Brief.
Check each line of the data, and copy those where "Medical" appears.

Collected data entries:

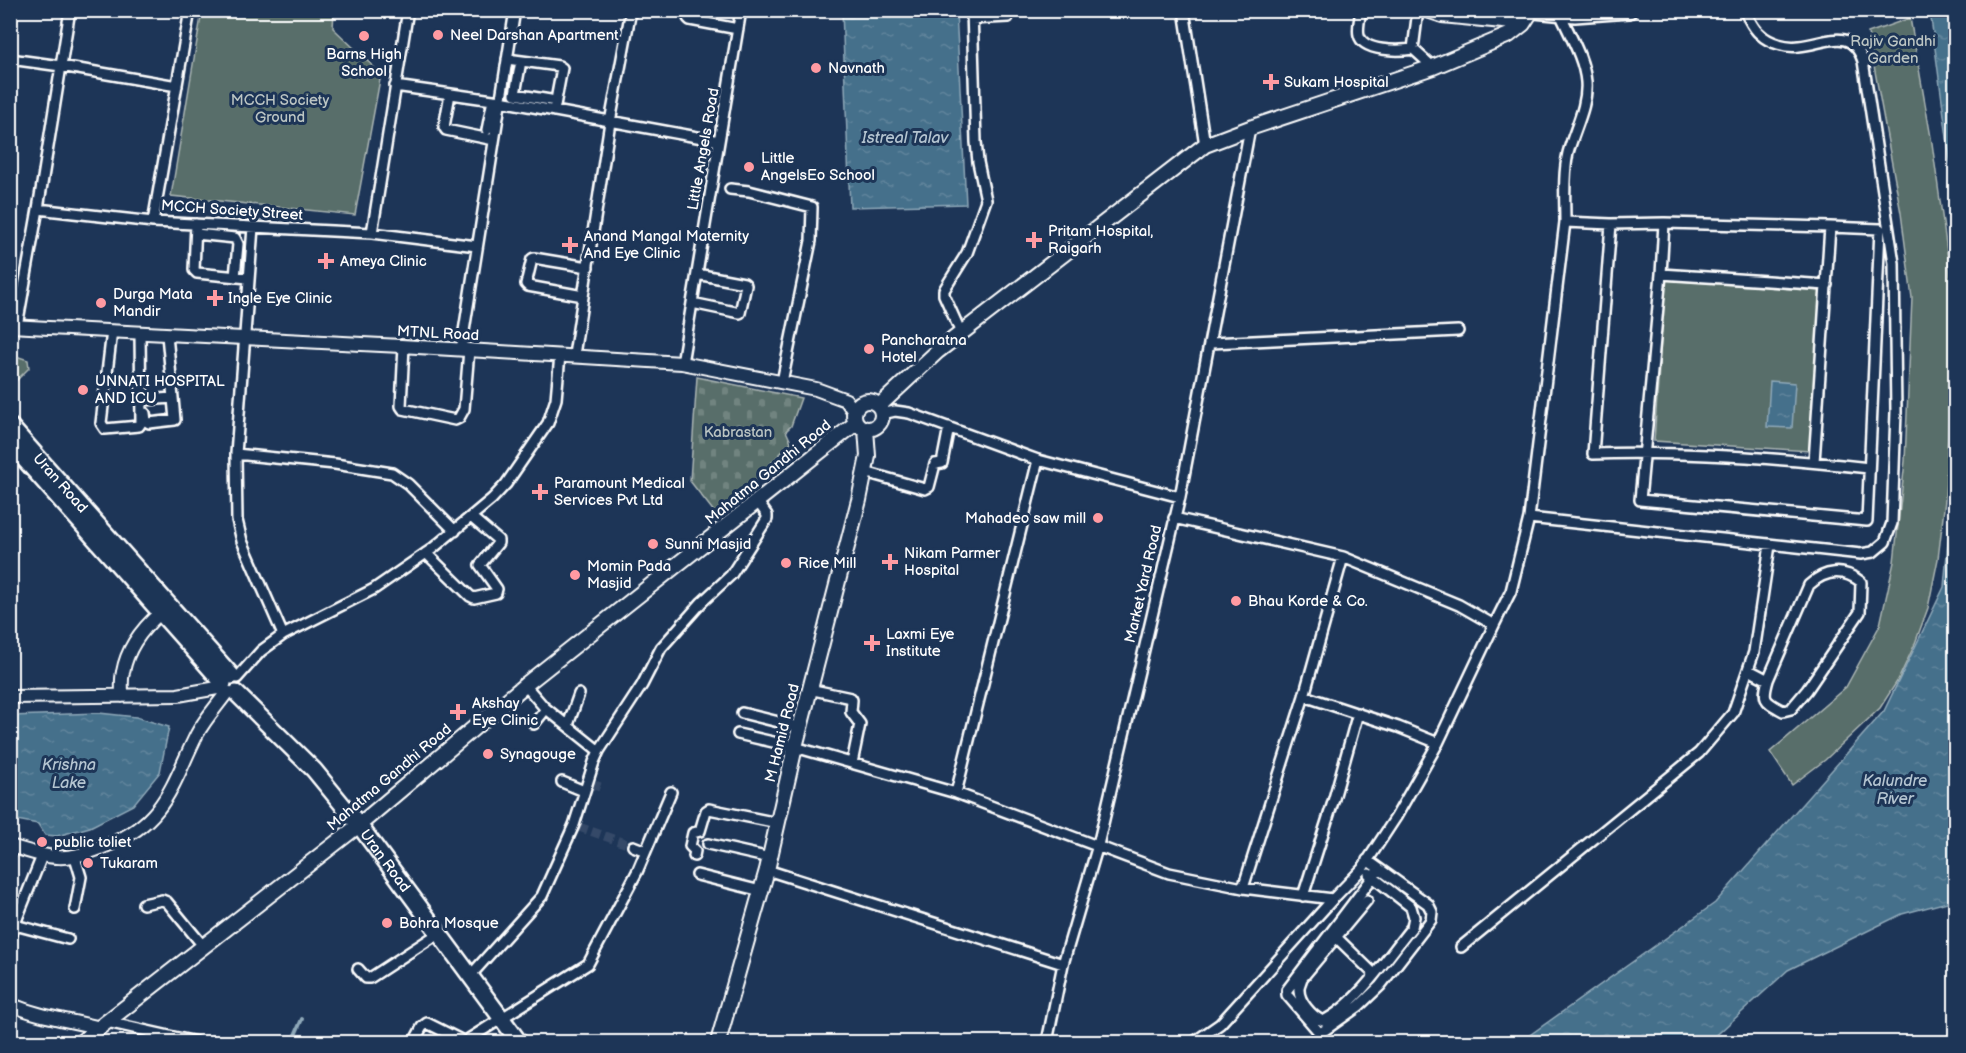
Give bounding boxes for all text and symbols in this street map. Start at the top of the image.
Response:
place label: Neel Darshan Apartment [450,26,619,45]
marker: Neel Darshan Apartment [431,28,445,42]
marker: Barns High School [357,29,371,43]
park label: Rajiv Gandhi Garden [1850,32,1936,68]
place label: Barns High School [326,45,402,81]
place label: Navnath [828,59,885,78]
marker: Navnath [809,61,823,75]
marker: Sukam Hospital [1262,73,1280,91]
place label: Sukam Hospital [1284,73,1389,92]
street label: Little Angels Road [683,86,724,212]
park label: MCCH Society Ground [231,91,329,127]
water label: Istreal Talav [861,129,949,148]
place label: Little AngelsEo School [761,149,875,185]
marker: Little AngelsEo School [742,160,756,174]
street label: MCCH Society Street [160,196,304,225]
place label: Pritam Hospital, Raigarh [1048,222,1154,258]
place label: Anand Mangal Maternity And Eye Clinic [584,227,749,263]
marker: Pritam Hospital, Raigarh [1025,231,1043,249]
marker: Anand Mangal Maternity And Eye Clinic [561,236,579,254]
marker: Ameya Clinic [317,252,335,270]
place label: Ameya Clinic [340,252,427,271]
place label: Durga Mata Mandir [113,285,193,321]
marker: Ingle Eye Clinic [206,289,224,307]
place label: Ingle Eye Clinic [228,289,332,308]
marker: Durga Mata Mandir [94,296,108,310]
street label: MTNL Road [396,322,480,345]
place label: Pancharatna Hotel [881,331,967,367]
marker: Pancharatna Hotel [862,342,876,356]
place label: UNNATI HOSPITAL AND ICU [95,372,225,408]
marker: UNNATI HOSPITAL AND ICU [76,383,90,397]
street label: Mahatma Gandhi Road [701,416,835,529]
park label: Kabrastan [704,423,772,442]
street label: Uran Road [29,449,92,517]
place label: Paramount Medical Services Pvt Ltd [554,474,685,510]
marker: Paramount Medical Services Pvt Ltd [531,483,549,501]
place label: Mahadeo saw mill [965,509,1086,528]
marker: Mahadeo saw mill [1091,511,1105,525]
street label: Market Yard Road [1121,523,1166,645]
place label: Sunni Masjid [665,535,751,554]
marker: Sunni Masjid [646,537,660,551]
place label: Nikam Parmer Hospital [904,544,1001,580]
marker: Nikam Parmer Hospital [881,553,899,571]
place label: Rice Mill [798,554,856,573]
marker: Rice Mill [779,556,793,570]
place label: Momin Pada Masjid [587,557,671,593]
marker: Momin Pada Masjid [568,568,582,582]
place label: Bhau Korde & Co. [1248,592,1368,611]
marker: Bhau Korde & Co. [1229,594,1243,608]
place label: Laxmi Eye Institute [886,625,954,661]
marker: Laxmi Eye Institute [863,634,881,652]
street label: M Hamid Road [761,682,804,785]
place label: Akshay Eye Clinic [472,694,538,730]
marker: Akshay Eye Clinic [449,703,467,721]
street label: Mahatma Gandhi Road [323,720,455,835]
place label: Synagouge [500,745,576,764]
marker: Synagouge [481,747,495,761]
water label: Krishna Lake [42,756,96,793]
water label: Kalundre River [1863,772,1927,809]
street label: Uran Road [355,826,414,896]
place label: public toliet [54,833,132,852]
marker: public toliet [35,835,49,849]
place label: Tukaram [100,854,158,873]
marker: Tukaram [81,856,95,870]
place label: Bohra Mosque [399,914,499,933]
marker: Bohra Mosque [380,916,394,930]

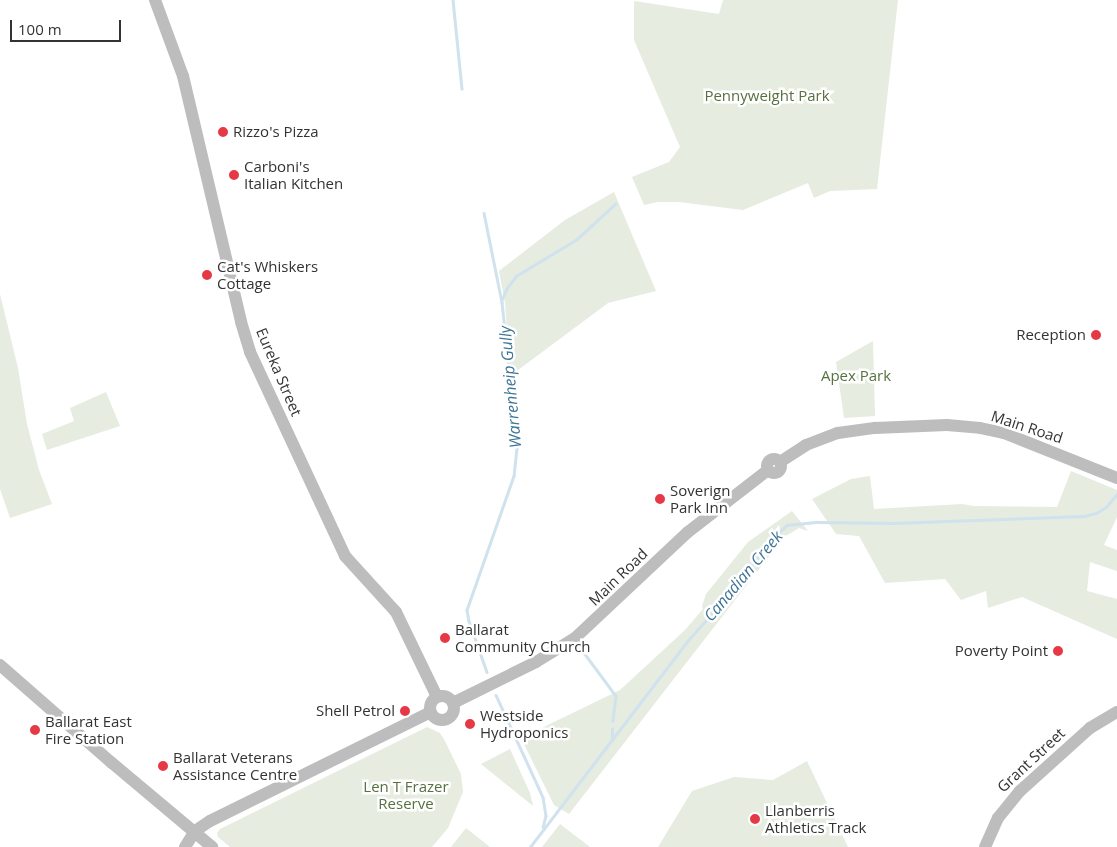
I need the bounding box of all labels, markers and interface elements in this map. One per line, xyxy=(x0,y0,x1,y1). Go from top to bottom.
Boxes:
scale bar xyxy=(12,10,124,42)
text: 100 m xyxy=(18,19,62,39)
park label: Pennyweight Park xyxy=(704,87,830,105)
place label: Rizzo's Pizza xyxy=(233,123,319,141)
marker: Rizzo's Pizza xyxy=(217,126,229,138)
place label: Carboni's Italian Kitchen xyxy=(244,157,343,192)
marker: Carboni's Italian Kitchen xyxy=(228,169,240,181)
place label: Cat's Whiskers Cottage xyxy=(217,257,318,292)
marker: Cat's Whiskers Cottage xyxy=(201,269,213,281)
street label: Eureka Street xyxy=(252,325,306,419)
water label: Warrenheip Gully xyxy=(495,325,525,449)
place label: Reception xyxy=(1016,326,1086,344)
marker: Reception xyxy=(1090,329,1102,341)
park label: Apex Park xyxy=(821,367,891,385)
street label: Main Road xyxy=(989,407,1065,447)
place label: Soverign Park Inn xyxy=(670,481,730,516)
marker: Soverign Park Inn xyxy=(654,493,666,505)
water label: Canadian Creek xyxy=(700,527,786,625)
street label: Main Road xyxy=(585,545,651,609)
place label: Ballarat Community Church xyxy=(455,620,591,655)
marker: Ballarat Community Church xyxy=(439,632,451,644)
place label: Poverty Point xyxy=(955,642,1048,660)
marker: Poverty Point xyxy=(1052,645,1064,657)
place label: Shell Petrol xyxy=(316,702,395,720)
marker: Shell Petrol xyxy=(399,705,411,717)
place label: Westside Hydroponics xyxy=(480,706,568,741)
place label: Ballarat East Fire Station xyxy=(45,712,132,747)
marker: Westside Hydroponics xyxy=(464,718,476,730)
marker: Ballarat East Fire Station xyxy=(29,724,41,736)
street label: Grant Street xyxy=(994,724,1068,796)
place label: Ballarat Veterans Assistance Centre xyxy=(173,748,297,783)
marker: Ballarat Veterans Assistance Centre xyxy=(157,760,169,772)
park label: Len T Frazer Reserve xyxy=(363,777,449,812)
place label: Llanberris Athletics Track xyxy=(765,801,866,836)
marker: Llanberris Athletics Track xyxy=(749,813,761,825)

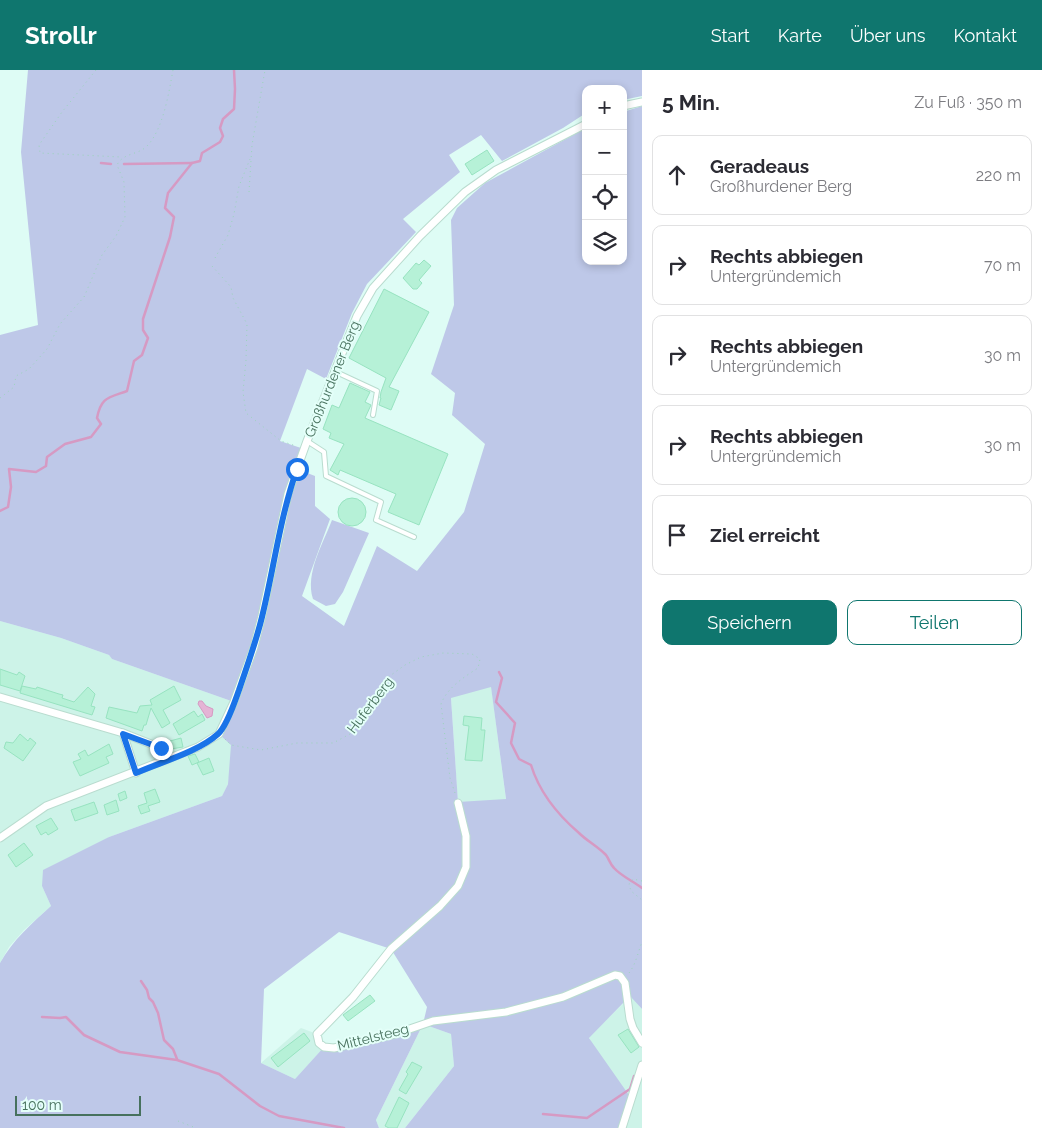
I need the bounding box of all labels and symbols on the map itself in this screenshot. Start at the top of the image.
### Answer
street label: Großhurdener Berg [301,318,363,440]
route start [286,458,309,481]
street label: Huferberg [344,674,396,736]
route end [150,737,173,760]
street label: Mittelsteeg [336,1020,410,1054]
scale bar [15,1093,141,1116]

Response area.
place label: Paramount Medical Services Pvt Ltd [554,474,685,510]
marker: Paramount Medical Services Pvt Ltd [531,483,549,501]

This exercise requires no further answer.